Material to process section start

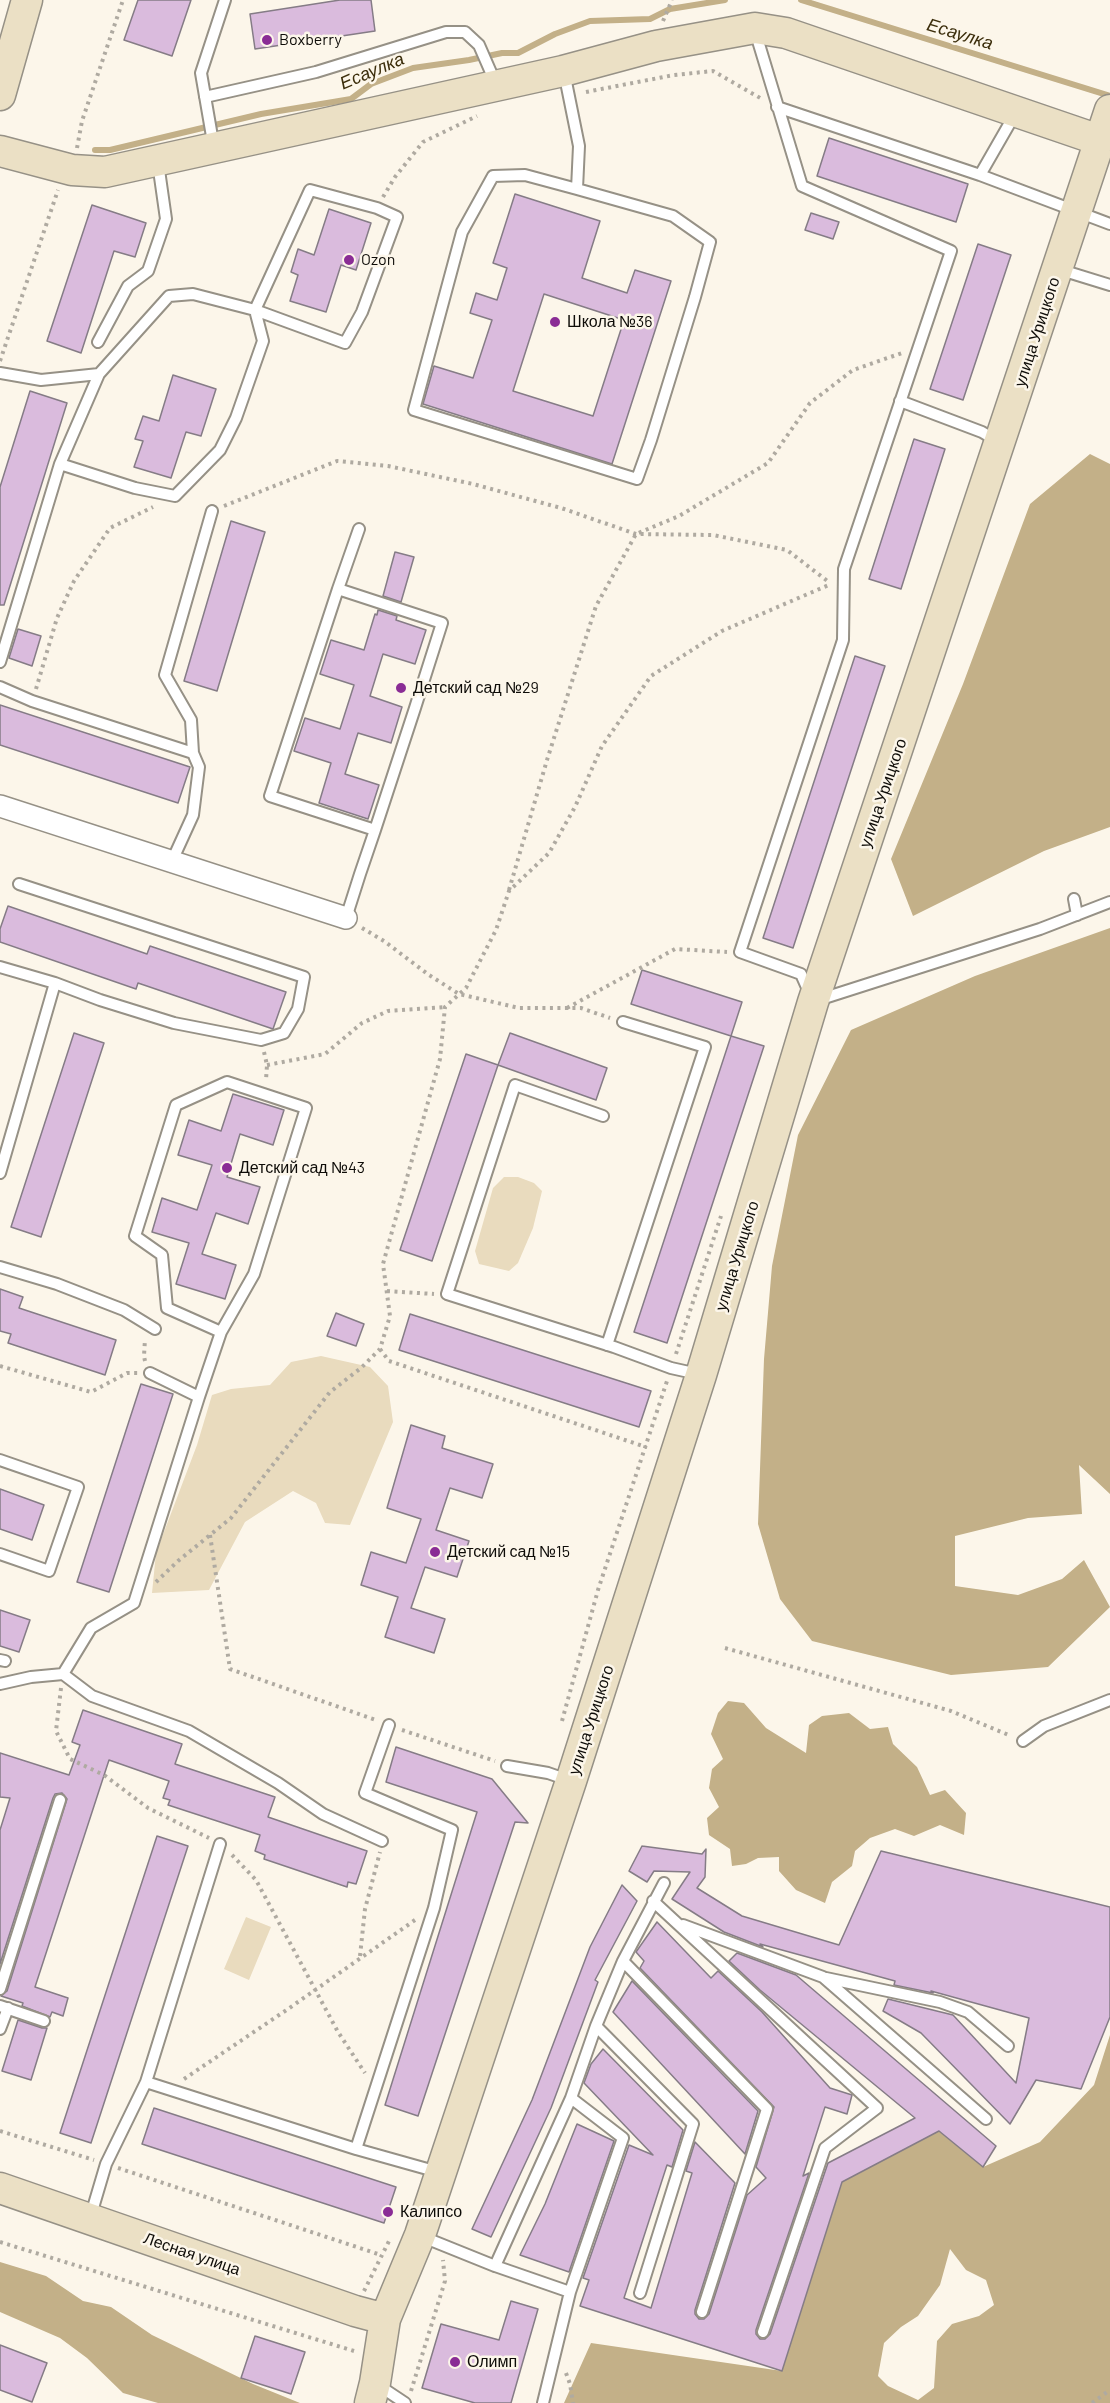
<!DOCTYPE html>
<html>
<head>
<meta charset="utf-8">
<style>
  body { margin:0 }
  canvas { display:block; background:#fcf6ea }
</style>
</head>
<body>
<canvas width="1110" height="2403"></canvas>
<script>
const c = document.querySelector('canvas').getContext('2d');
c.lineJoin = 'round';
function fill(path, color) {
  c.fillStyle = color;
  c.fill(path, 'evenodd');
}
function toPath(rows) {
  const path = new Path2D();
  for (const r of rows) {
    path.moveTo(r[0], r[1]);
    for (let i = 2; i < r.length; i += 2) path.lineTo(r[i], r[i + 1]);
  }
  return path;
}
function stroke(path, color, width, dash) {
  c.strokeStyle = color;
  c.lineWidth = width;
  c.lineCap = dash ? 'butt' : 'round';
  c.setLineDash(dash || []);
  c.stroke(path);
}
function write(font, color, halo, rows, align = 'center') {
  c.font = font + ' Barlow,sans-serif';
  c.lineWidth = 5;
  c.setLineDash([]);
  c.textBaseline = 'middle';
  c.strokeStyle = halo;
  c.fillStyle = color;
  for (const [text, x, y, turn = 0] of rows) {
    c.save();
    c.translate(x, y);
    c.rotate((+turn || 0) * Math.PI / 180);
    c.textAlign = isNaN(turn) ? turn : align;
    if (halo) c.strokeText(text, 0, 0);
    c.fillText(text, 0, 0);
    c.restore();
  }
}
fill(toPath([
  [504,1177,518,1177,534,1183,542,1191,533,1228,518,1263,509,1271,479,1264,475,1251,493,1188],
  [321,1356,370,1367,388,1386,393,1422,350,1525,325,1523,316,1503,293,1491,245,1522,209,1590,152,1593,156,1553,197,1445,212,1395,231,1389,270,1385,291,1362],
  [246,1917,271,1927,249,1980,224,1969]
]), '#e9dbbe');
fill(toPath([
  [1090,454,1110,464,1110,827,1044,851,913,916,891,859,963,684,1030,504],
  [1110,928,1110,1494,1079,1465,1082,1514,1028,1518,955,1536,955,1586,1018,1595,1062,1579,1084,1560,1110,1607,1048,1667,951,1675,812,1641,780,1599,758,1524,764,1359,772,1266,798,1135,851,1030,975,976],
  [728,1701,744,1703,766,1728,806,1753,809,1725,822,1716,849,1713,870,1729,888,1727,893,1744,917,1767,930,1795,945,1790,966,1813,964,1835,940,1825,914,1836,895,1829,870,1838,855,1851,852,1866,832,1882,825,1903,796,1890,779,1871,779,1857,758,1858,746,1864,732,1866,730,1849,709,1835,707,1818,719,1807,709,1788,712,1769,723,1759,711,1734,718,1713],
  [1110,2035,1110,2403,564,2403,591,2343,782,2371,842,2182,939,2131,983,2167,1040,2142,1094,2085],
  [950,2249,966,2270,986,2280,994,2305,979,2316,952,2324,937,2341,934,2388,918,2400,888,2386,878,2376,884,2343,901,2327,918,2316,940,2285],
  [0,2262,46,2276,83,2301,111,2307,152,2335,253,2384,300,2403,158,2403,123,2393,87,2358,60,2338,0,2312]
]), '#c3b088');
stroke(toPath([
  [801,0,1110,96],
  [95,150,110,150,261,114,351,99,371,84,413,68,469,60,502,53,518,53,555,34,590,21,650,19,670,9,725,0]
]), '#c3b088', 6);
const building = toPath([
  [138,0,191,0,172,56,124,40,138,0],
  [340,0,371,0,375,31,255,49,250,14,340,0],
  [829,138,968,184,956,222,817,176,829,138],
  [515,194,600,221,582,278,627,293,635,270,671,281,612,464,423,404,434,366,473,378,492,320,470,313,476,293,497,300,507,268,493,263,515,194],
  [544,294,624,320,593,416,513,391,544,294],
  [92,205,146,223,135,257,114,251,81,353,47,341,92,205],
  [329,209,371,223,356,270,341,265,326,312,290,301,298,275,291,272,298,249,314,255,329,209],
  [811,213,839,222,833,239,805,230,811,213],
  [978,244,1011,255,963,400,930,389,978,244],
  [173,375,216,389,201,436,186,432,171,478,134,467,143,441,135,439,143,416,159,421,173,375],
  [30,391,67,403,4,605,0,605,0,487,30,391],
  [914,439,945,449,901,589,869,579,914,439],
  [231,521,265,532,217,691,184,681,231,521],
  [395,552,414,557,401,602,383,596,395,552],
  [378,610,397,616,396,620,426,630,415,664,383,654,370,696,402,707,391,743,358,733,345,774,379,785,368,819,319,803,331,763,294,751,305,718,340,729,354,685,320,674,331,640,364,650,375,614,377,615,378,610],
  [18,629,41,636,32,666,9,658,18,629],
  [855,656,885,666,793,948,763,938,855,656],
  [0,705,190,767,178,803,0,745,0,705],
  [8,906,147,954,150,946,286,992,273,1029,138,983,136,989,0,942,0,929,8,906],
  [642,970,742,1002,731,1036,631,1004,642,970],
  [74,1033,104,1043,41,1237,11,1227,74,1033],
  [510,1033,607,1068,596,1100,498,1065,510,1033],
  [731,1036,764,1046,667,1343,634,1332,731,1036],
  [466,1054,498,1065,432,1261,400,1250,466,1054],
  [233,1094,284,1110,273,1145,240,1134,227,1177,260,1187,248,1224,216,1213,202,1254,236,1265,225,1299,176,1284,189,1243,152,1232,162,1198,197,1210,212,1165,178,1155,189,1120,221,1131,233,1094],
  [0,1289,23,1297,19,1308,116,1340,105,1375,8,1343,11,1334,0,1331,0,1289],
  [336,1313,364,1324,356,1346,327,1336,336,1313],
  [410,1314,651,1391,639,1427,399,1350,410,1314],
  [141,1384,173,1394,109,1592,77,1582,141,1384],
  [411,1425,445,1436,442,1448,493,1464,482,1498,450,1488,436,1530,469,1541,457,1577,425,1567,411,1608,445,1619,434,1653,385,1637,398,1597,361,1585,371,1552,406,1563,421,1519,387,1508,411,1425],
  [0,1489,44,1505,32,1540,0,1529,0,1489],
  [0,1610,30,1620,19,1652,0,1646,0,1610],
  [83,1710,182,1744,175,1764,275,1797,268,1817,367,1851,356,1884,348,1882,347,1887,264,1859,265,1855,255,1851,260,1835,168,1805,170,1800,163,1798,169,1781,109,1760,35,1987,68,1998,63,2016,52,2012,50,2017,22,2006,23,2003,1,1996,7,1991,67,1799,62,1793,55,1794,53,1798,0,1964,0,1830,10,1798,0,1797,0,1753,69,1775,80,1745,72,1742,83,1710],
  [396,1747,492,1779,528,1823,515,1822,418,2116,385,2105,477,1812,386,1782,396,1747],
  [157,1836,188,1846,91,2143,60,2133,157,1836],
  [642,1846,702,1854,706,1849,705,1877,697,1888,742,1916,839,1945,881,1851,1110,1907,1110,2017,1081,2089,1036,2080,1010,2124,921,2033,883,2011,888,1999,953,2015,1016,2083,1029,2018,931,1991,933,1993,894,1985,895,1981,760,1944,763,1947,724,1932,672,1899,690,1872,654,1871,647,1882,629,1871,642,1846],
  [622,1885,637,1901,595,1980,598,1982,551,2108,491,2237,472,2229,532,2100,590,1947,622,1885],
  [657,1922,711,1978,718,1971,762,2012,830,2088,852,2095,847,2114,825,2107,803,2176,809,2173,756,2330,756,2334,760,2339,765,2339,770,2334,828,2163,915,2118,760,1990,729,1961,737,1953,796,1975,996,2146,983,2167,939,2131,842,2182,782,2371,580,2306,589,2280,583,2278,629,2145,653,2155,584,2083,591,2064,603,2049,683,2130,672,2167,667,2165,624,2298,651,2308,692,2173,686,2171,695,2142,735,2183,695,2310,695,2314,699,2319,704,2319,709,2314,747,2195,766,2178,756,2167,774,2107,640,1968,644,1961,636,1952,657,1922],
  [632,1981,758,2111,745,2154,613,2012,632,1981],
  [18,2020,42,2028,47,2028,31,2080,2,2071,18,2020],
  [154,2108,396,2187,384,2223,142,2144,154,2108],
  [577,2124,614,2141,569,2272,520,2255,545,2204,577,2124],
  [511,2301,538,2309,511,2403,475,2403,422,2388,441,2324,499,2340,511,2301],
  [255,2336,305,2352,291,2394,241,2378,255,2336],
  [0,2345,47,2363,32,2402,0,2390,0,2345]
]);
fill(building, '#dabbdd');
stroke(building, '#857c86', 1.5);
const lane = toPath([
  [755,31,802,186,951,251,844,569,843,640,740,952,801,974,809,992],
  [564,72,579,146,577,189,525,175,493,176,462,232,414,410,637,479,651,440,695,297,710,242,673,216,577,189],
  [205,97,316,72,446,32,465,32,479,45,496,84],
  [777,107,980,175,1015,114],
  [214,148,201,73,225,0],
  [980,175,1110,224],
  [1058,269,1110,285],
  [98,342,128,286,148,271,166,219,158,163],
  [0,373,41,380,99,374,169,296,193,294,255,310,345,343,362,312,397,217,377,208,310,190,255,310,263,341,236,418,220,450,175,496,135,488,60,464],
  [900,401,982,432,997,441],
  [338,589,359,529],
  [0,662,60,464,99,374],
  [0,687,32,701,193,753,199,767,193,815,172,861],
  [193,753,191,720,165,675,212,511],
  [19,884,304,977,298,1009,284,1033,261,1040,174,1023,100,1000,55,983],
  [1074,899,1077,915],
  [346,918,360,874,375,830,415,708,442,623,338,589,270,796,375,830],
  [0,967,55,983,0,1173],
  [818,1000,1040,929,1110,902],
  [603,1116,515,1085,447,1294,614,1347,671,1368,698,1374],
  [0,1267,57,1284,124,1310,155,1329],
  [607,1345,705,1047,623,1022],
  [199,1397,221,1332,167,1308,162,1255,135,1236,176,1105,227,1082,306,1108,254,1274,221,1332],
  [0,1460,78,1487,49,1571,0,1554],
  [0,1660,5,1661],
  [63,1674,92,1696,189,1731,278,1783,323,1814,382,1841],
  [0,1684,31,1677,63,1674,91,1628,134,1603,199,1397,150,1373],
  [1023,1741,1044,1726,1110,1700],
  [507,1766,548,1773,568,1780],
  [653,1901,877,2108,825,2148,763,2332],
  [683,1925,823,1977,986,2119],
  [623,1961,767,2109,702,2312],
  [826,1978,940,2002,968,2012,1008,2046],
  [0,1989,60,1800],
  [0,2006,44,2021],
  [596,2026,693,2124,640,2293],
  [0,2029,8,2008],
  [146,2082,356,2149,438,2172],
  [356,2149,434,1908,452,1830,365,1793,389,1725],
  [90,2218,106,2164,146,2082,220,1844],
  [423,2237,495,2266,570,2292,623,2138,571,2098,596,2026,623,1961,664,1883],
  [495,2266,571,2098],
  [378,2385,405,2403],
  [543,2403,570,2292]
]);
const street = toPath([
  [0,806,346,918]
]);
const secondary = toPath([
  [0,95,27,0],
  [0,151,72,170,105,172,563,71,656,46,755,28,786,33,1099,140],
  [0,2188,355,2311,385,2319],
  [370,2403,375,2383,385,2319,420,2235,571,1781,701,1375,813,1002,1110,110]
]);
stroke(lane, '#969186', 14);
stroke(street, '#969186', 24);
stroke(secondary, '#969186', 33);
stroke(toPath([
  [663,21,672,0],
  [586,92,674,75,713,71,762,99],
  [77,148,82,121,123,0],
  [383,197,395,177,423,142,477,116],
  [0,361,58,190],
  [224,506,337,461,388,466,473,484,561,508,636,534,713,535,787,550,830,583],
  [36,689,57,618,74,581,110,528,153,507],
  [509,890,547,760,596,606,636,534,679,516,768,463,810,403,853,370,902,353],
  [362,928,384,941,429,975,459,994,519,1008,581,1008,610,1018],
  [567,1008,675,949,727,952],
  [264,1052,267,1065,266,1080],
  [267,1065,325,1054,362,1023,388,1011,445,1007],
  [387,1291,434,1294],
  [380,1349,389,1361,646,1447],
  [676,1354,721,1216],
  [145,1361,144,1356,145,1339],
  [0,1366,91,1392,127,1373,138,1373],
  [210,1535,230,1669,376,1720],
  [156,1582,178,1561,231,1518,330,1392,361,1368,380,1349,390,1316,383,1264,440,1059,445,1007,466,988,496,930,509,891,549,853,575,807,602,746,651,676,722,631,831,584],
  [725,1648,951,1711,1011,1736],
  [61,1688,56,1731,70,1759,104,1775,148,1808,209,1838],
  [562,1721,598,1590,667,1381],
  [402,1730,495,1761],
  [232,1855,256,1880,338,2032,365,2073],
  [360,1956,365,1909,380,1852],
  [184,2079,288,2009,415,1920],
  [0,2131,94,2160],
  [118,2168,381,2255],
  [0,2242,354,2351],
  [364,2291,389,2241],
  [566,2373,570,2384,573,2403],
  [411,2391,445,2281,443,2260],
  [1092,2403,1110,2390]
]), '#afaaa1', 4, [3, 4.5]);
stroke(lane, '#fff', 10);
stroke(street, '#fff', 21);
stroke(secondary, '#ebe0c5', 30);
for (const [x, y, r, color] of [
  [267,40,6,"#8a2c95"],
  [349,260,6,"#8a2c95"],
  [555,322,6,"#8a2c95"],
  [401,688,6,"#8a2c95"],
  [227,1168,6,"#8a2c95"],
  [435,1552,6,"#8a2c95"],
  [388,2212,6,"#8a2c95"],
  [455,2362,6,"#8a2c95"]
]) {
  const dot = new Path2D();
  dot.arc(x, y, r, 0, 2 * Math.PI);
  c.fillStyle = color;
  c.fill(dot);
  stroke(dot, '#fcf6ea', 2);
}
write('16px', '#0e0c08', '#fcf6ea', [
  ["Boxberry",279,40],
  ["Ozon",361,260],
  ["Школа №36",567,322],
  ["Детский сад №29",413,688],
  ["Детский сад №43",239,1168],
  ["Детский сад №15",447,1552],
  ["Калипсо",400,2212],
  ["Олимп",467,2362]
], 'left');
write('16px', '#0e0c08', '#fcf6ea', [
  ["улица Урицкого",1037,332,-72],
  ["улица Урицкого",883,793,-71],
  ["улица Урицкого",737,1256,-73],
  ["улица Урицкого",591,1720,-72],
  ["Лесная улица",192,2254,19]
]);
write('italic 18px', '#3c2e0c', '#fcf6ea', [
  ["Есаулка",960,34,17],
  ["Есаулка",372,71,-23]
]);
</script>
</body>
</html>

Material to process section end

**Problem statement:**
Pictures are to be left out, and the lines from the beginning of the records through the line with "function fill(path, color)" are to be printed exactly, with nothing added.

**Solution for this task:**
<!DOCTYPE html>
<html>
<head>
<meta charset="utf-8">
<style>
  body { margin:0 }
  canvas { display:block; background:#fcf6ea }
</style>
</head>
<body>
<canvas width="1110" height="2403"></canvas>
<script>
const c = document.querySelector('canvas').getContext('2d');
c.lineJoin = 'round';
function fill(path, color) {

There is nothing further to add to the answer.